Records shown:
-------------------------

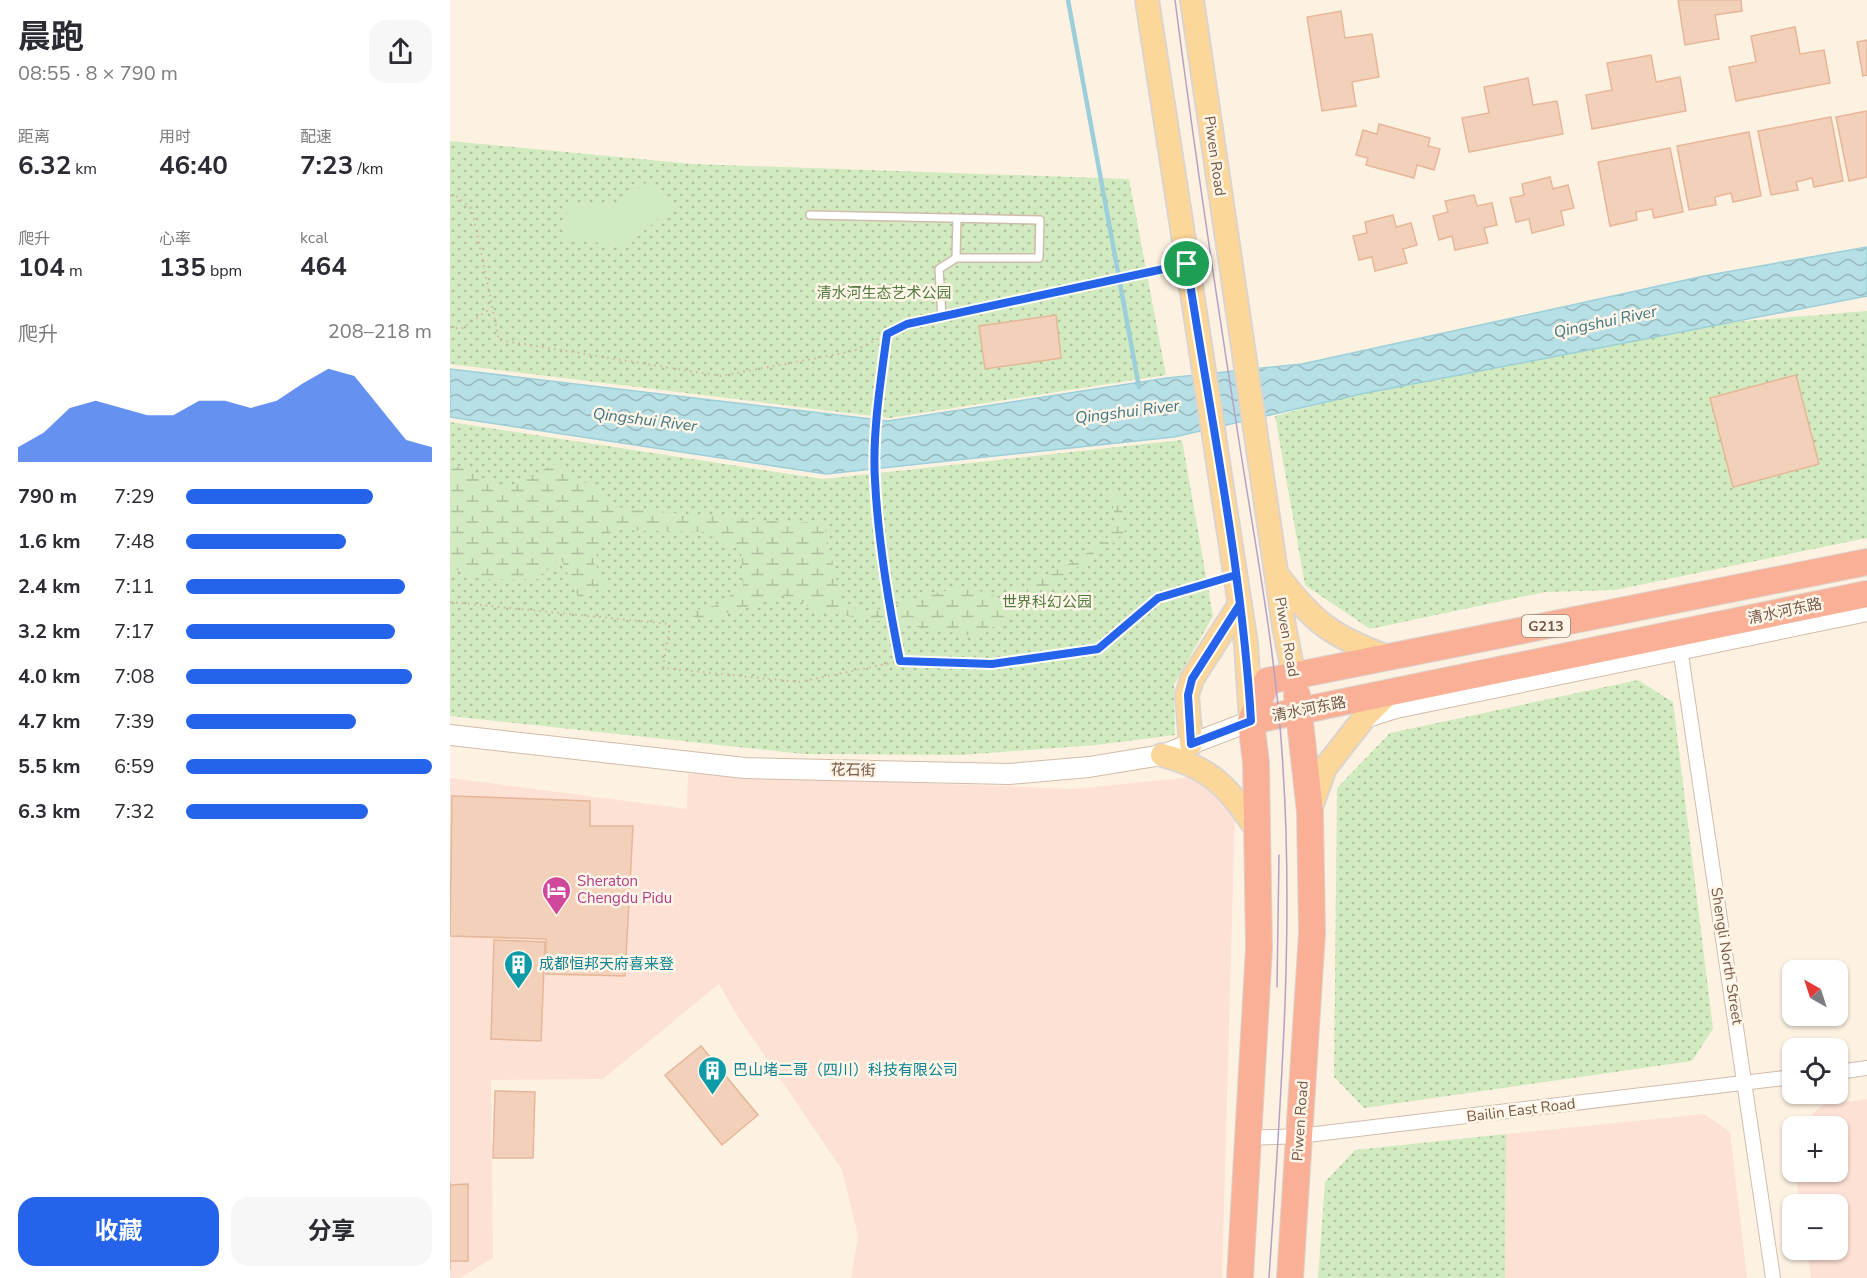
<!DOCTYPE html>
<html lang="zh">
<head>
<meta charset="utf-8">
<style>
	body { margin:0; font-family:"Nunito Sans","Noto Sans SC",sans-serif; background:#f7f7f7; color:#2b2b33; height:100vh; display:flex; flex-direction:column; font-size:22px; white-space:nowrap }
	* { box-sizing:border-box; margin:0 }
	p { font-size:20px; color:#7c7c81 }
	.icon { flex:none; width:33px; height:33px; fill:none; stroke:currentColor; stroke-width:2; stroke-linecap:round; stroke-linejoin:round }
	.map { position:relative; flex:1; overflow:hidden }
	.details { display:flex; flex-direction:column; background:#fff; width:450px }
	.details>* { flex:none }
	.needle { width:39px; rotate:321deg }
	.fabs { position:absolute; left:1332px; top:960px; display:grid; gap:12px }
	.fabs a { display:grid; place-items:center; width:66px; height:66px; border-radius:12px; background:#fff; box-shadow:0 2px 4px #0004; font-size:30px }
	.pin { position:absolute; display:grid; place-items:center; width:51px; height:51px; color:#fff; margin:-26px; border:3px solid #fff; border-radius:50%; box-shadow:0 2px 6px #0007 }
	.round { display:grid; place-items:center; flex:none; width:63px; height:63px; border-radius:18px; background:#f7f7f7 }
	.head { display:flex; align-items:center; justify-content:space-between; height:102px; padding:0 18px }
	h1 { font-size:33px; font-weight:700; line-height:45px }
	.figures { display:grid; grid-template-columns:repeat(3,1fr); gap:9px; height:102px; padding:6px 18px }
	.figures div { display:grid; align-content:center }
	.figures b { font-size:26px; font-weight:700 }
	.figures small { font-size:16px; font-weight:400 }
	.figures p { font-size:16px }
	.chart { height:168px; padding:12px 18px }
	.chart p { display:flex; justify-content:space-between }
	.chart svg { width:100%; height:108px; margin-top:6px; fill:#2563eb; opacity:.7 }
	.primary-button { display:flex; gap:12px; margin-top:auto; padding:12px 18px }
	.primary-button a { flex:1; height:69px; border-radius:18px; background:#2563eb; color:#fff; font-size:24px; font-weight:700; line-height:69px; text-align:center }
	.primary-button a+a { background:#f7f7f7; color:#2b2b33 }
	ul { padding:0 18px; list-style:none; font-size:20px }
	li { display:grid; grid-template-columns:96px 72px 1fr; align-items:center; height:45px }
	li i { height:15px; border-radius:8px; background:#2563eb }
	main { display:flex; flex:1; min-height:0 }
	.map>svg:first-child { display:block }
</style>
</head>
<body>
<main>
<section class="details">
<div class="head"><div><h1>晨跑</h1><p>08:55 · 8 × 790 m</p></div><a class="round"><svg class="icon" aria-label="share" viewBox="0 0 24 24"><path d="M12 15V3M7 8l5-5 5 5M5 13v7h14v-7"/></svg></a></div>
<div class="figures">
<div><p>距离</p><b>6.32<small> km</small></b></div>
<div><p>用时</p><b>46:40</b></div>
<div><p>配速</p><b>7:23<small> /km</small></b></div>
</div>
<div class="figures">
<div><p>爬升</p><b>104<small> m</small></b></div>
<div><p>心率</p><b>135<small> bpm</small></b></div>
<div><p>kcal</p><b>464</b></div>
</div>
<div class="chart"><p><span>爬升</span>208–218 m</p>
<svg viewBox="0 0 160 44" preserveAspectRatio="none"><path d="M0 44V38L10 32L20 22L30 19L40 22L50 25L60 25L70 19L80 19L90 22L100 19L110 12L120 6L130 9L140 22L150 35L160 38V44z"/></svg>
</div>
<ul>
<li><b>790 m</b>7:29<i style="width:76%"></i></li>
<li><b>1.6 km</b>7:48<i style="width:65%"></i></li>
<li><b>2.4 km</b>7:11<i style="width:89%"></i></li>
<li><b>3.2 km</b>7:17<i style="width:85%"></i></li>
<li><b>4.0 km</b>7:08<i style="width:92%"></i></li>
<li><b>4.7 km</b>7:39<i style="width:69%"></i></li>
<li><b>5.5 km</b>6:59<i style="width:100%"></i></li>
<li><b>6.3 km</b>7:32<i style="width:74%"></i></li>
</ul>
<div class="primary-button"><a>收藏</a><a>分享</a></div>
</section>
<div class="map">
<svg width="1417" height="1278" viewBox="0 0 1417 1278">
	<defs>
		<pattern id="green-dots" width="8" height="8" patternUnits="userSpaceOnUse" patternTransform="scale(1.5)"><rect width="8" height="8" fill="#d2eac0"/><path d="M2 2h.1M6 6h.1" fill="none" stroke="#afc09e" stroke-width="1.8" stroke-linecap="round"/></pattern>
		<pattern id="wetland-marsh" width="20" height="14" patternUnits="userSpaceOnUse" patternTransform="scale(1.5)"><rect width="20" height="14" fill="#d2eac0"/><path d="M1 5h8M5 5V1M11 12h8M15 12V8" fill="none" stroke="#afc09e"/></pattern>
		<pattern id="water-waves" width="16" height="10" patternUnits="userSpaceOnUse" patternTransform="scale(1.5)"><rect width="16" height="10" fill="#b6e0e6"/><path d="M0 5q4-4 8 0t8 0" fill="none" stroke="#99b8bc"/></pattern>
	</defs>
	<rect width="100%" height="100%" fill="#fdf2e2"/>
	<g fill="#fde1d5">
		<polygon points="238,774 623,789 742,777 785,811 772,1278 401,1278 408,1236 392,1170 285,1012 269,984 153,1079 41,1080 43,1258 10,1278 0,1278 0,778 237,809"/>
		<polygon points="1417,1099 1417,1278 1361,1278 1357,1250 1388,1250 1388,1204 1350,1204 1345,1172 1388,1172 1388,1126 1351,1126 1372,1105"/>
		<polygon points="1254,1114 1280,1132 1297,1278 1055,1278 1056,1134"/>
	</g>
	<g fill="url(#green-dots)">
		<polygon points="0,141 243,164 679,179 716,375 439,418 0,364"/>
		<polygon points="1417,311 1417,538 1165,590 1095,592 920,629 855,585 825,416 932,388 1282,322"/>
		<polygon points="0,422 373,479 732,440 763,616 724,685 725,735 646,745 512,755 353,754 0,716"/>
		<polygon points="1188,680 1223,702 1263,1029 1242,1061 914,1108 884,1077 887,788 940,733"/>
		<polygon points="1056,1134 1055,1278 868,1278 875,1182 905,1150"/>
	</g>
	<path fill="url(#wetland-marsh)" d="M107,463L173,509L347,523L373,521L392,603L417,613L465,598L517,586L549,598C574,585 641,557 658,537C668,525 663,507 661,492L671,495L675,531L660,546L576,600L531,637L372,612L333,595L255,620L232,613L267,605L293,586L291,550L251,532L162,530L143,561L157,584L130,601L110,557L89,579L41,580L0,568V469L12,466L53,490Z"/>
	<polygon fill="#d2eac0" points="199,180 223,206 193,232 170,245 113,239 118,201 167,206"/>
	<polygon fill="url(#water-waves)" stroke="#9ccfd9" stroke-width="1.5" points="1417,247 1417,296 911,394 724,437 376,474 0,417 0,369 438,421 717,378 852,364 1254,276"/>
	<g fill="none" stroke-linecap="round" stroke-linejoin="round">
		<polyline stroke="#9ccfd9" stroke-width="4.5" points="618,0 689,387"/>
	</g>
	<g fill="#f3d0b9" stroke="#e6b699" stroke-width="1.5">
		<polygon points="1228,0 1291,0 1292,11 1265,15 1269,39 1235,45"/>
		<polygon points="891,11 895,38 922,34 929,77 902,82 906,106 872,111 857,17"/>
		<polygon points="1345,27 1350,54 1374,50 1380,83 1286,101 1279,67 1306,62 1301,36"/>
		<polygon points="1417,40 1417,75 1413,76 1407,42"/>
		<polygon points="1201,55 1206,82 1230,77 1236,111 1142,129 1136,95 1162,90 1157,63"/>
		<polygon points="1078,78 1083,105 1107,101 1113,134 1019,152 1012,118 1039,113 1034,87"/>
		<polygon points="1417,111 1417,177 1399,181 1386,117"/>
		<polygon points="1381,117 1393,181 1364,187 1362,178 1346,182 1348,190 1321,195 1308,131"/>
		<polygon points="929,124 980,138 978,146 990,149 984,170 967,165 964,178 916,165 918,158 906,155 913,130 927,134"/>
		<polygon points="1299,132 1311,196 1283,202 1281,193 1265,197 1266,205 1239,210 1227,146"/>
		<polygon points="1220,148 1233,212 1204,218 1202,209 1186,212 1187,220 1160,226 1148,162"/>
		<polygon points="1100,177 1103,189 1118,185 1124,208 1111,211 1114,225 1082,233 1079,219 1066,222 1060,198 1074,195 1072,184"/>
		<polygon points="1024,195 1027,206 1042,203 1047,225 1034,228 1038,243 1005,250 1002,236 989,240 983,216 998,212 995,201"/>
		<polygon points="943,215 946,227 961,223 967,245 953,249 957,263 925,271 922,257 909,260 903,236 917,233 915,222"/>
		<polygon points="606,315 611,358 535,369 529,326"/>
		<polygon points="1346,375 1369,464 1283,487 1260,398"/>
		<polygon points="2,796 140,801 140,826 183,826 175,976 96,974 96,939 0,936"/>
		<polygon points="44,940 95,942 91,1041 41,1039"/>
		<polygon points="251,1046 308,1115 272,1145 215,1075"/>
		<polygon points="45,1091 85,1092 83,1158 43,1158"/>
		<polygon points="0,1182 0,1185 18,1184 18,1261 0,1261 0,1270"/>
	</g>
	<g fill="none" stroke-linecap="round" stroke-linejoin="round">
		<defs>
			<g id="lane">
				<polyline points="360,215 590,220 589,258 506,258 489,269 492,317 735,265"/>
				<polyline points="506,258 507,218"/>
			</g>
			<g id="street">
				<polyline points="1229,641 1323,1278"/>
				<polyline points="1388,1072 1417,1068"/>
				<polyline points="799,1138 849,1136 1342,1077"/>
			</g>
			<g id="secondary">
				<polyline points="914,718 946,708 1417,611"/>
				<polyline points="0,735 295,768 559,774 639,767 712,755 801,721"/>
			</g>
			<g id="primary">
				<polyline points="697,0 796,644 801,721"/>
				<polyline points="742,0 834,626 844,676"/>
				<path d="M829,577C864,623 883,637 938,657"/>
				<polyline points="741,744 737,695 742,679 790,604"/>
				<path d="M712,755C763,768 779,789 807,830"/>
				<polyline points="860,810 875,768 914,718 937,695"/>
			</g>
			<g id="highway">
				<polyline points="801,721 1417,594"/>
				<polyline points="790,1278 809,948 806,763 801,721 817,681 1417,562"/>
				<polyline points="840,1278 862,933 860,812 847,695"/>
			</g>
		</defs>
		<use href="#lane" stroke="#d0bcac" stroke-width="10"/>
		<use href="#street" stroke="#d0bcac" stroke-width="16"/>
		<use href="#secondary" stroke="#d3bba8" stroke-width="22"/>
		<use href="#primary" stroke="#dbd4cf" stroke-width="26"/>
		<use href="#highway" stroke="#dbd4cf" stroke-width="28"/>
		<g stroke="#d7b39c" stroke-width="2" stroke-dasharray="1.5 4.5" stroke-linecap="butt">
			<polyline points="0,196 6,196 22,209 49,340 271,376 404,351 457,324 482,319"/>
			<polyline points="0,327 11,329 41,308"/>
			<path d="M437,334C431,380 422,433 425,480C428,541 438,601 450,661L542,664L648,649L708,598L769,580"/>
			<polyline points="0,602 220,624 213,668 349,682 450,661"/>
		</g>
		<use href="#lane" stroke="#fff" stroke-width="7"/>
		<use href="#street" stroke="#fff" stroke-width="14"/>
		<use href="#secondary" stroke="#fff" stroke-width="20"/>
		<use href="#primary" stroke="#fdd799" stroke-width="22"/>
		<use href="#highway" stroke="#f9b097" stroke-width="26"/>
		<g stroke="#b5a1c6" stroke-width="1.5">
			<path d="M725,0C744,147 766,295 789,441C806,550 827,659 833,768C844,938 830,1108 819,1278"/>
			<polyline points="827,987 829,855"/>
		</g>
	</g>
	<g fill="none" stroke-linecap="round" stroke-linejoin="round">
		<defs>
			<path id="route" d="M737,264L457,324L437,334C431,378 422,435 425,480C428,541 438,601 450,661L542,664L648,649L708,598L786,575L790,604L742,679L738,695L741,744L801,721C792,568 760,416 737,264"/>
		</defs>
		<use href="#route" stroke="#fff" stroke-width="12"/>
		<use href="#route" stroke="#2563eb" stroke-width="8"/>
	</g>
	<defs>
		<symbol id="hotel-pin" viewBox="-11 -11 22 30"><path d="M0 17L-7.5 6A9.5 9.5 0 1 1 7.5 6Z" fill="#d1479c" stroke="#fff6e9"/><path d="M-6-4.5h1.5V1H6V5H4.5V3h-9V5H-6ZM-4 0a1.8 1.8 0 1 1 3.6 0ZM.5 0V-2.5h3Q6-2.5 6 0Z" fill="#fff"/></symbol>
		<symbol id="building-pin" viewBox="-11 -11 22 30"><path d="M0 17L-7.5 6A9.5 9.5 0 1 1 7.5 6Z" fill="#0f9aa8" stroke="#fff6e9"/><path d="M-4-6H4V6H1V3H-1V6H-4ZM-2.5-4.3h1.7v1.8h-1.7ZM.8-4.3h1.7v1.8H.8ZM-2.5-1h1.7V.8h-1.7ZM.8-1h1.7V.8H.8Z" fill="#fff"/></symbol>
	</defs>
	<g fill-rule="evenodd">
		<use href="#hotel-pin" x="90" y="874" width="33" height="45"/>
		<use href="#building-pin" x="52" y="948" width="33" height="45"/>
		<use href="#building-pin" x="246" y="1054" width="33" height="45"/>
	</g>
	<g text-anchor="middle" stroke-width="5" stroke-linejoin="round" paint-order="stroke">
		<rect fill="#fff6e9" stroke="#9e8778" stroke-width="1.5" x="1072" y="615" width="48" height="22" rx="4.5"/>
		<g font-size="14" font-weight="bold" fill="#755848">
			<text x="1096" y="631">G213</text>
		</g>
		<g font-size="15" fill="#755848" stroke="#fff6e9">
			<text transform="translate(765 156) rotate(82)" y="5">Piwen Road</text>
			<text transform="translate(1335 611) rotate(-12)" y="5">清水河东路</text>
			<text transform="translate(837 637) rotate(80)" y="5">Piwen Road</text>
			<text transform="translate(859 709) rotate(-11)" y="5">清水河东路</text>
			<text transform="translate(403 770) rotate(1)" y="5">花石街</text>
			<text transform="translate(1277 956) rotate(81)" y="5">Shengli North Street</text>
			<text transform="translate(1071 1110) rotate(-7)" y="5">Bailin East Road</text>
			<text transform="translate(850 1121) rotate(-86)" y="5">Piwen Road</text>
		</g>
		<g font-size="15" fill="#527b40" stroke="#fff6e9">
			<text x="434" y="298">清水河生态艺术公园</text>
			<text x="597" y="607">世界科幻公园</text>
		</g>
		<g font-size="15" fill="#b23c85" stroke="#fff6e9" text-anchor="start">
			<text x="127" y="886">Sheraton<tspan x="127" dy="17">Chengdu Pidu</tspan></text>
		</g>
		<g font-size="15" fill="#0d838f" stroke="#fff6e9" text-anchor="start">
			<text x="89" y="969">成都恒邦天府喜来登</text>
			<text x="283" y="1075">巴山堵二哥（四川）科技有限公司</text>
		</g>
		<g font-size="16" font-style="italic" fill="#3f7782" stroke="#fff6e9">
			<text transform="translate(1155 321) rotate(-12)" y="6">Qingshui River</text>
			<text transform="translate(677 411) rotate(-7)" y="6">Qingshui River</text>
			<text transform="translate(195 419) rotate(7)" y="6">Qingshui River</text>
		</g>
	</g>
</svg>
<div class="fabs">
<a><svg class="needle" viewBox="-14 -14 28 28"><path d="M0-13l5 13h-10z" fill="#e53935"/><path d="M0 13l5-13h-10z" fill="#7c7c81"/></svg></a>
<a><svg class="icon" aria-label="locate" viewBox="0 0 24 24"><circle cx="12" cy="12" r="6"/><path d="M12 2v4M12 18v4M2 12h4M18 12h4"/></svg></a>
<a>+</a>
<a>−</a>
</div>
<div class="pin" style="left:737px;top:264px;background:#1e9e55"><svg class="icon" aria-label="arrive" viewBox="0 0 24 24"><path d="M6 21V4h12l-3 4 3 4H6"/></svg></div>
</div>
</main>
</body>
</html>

-------------------------

Assignment: Reproduce every line from the listing above that holds the word "details".

Reply to the exercise:
	.details { display:flex; flex-direction:column; background:#fff; width:450px }
	.details>* { flex:none }
<section class="details">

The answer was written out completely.